Likelihood of Remission

We have known for some time that the likelihood of achieving remission of type 2 diabetes after bariatric surgery is influenced by the degree of weight loss achieved, pre-operative duration of diabetes, and pre-surgical treatment [35,36,37]. The latter is particularly relevant if the patient is on high doses of insulin, suggesting limited beta cell reserve.

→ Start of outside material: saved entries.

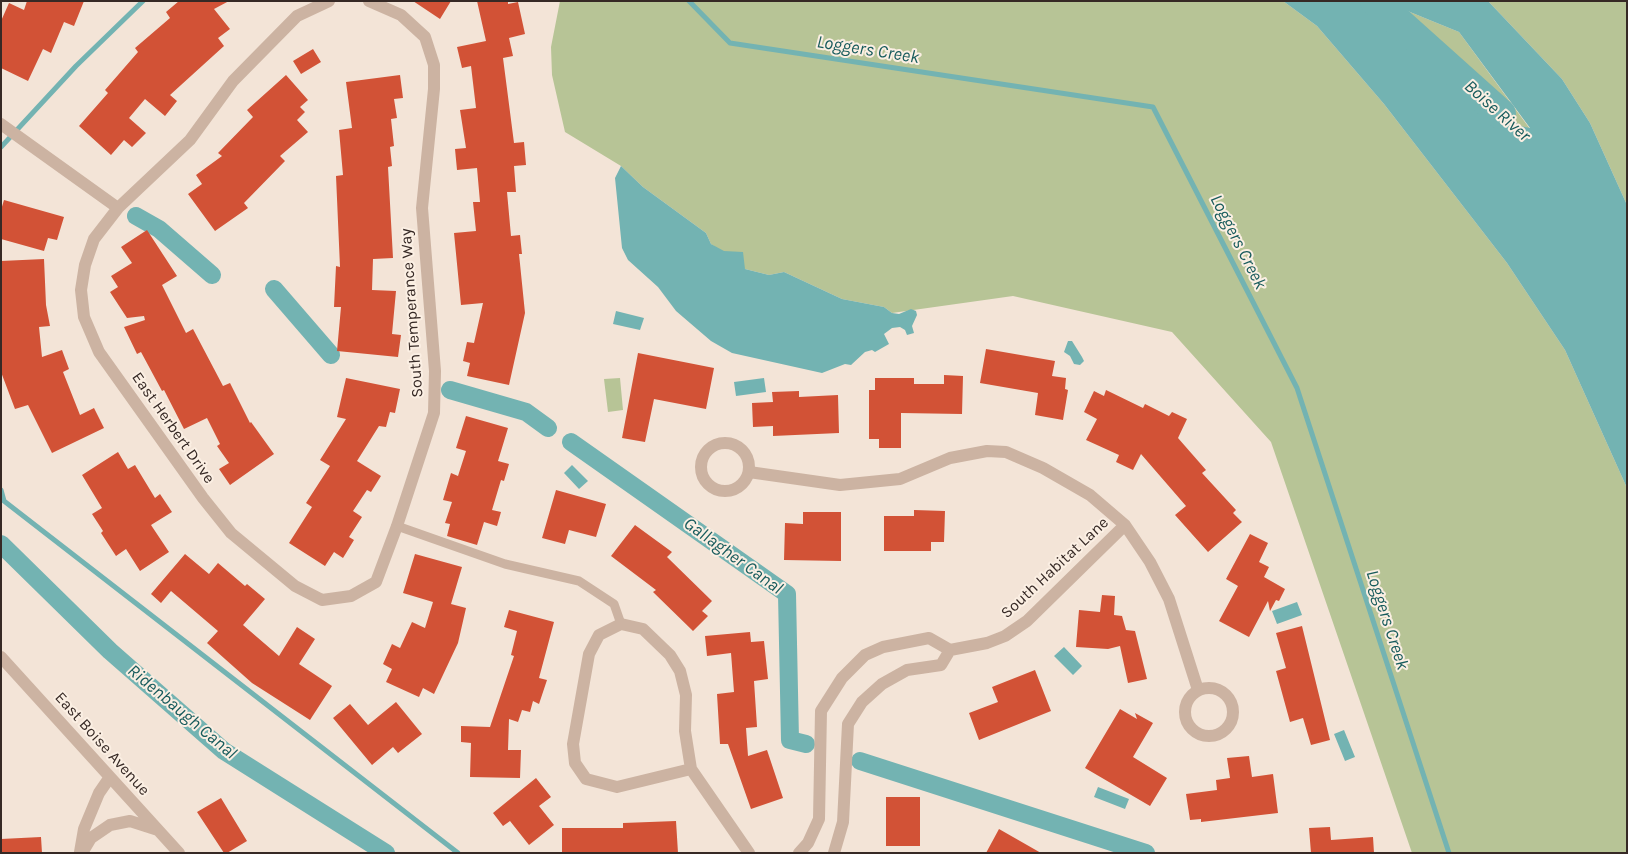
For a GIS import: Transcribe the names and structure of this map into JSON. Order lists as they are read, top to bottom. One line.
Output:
{"streets":{"street":["South Temperance Way","East Herbert Drive","South Habitat Lane","East Boise Avenue"]},"crossings":[["South Temperance Way","East Herbert Drive"]],"water":["Loggers Creek","Boise River","Gallagher Canal","Ridenbaugh Canal"]}
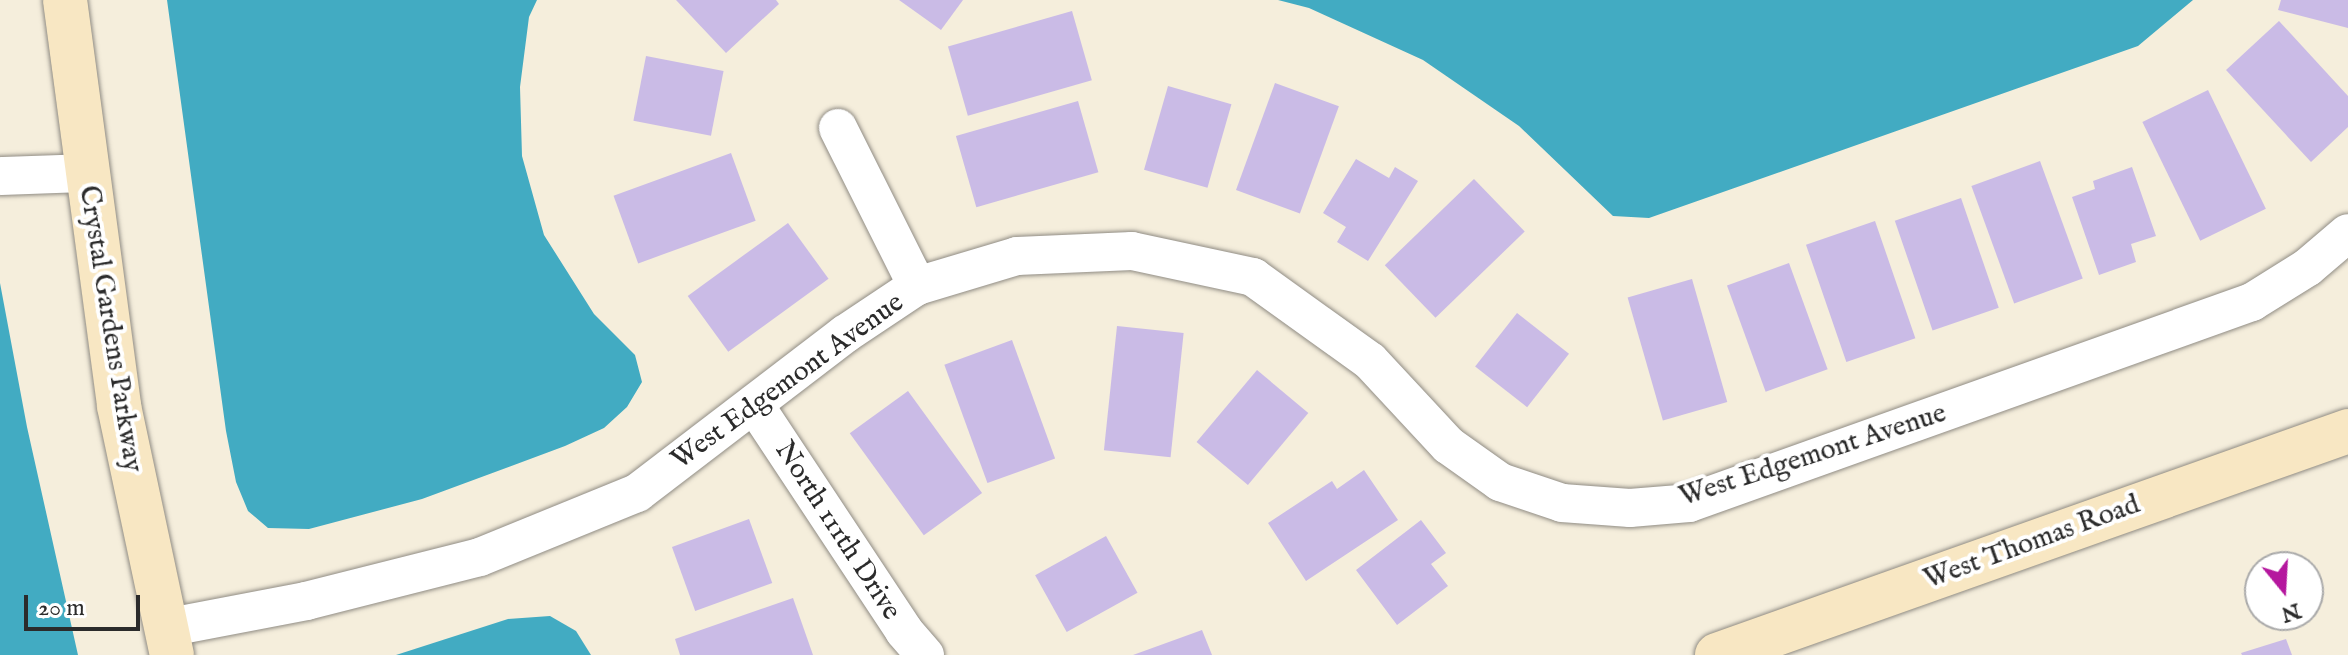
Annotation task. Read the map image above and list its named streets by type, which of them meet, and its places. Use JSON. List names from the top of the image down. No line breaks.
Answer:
{"streets":{"main road":["Crystal Gardens Parkway","West Thomas Road"],"street":["West Edgemont Avenue","North 111th Drive"]},"crossings":[["Crystal Gardens Parkway","West Edgemont Avenue"],["West Edgemont Avenue","North 111th Drive"]],"scale_bar":"20 m","north":"bottom"}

In fact, retrospective data estimates show that 5 years post RYGB, 90.1% (95% CI 86.6–93.6%) of non-insulin-using patients achieve remission, compared with 31.1% (23.5–38.6%) of those who had been using insulin prior to surgery [38]. There are now several predictive scoring systems available that can help predict the likelihood of diabetes remission following RYGB. The externally validated DiaRem clinical predictive score uses four pre-operative clinical variables (age, HbA1c, other diabetes medications, and treatment with insulin) to predict the probability of remission of diabetes after RYGB [38]. Low scores predict a high probability of remission for both partial and complete remission of diabetes. An alternative scoring system, the Diabetes Surgical Score utilizes BMI, C-peptide level, T2DM duration, and patient age to construct a multidimensional 10-point scale in which higher scores indicate a better chance of T2DM remission [39]. This may have better discriminatory value at predicting remission in patients with poor scores when compared to DiaRem, but has not been externally validated [40]. Thus, utilizing a scoring system may predict the likelihood of diabetes remission after RYGB with moderate accuracy, and can help guide decision-making with the patient. No clinical predictive scoring system exists for sleeve gastrectomy at this time.

Conclusions

The twin epidemics of obesity and type 2 diabetes are targets of metabolic surgery. Bariatric surgery is superior in improving glycemic control when compared to standard medical management, but is associated with higher risk. However, for some patients with type 2 diabetes, the goal of sustained remission may only be achievable with surgery. Therefore, a conversation about the advantages, disadvantages, and alternatives to surgery, perhaps aided by a clinical diabetes remission score, makes for an informed decision by both parties.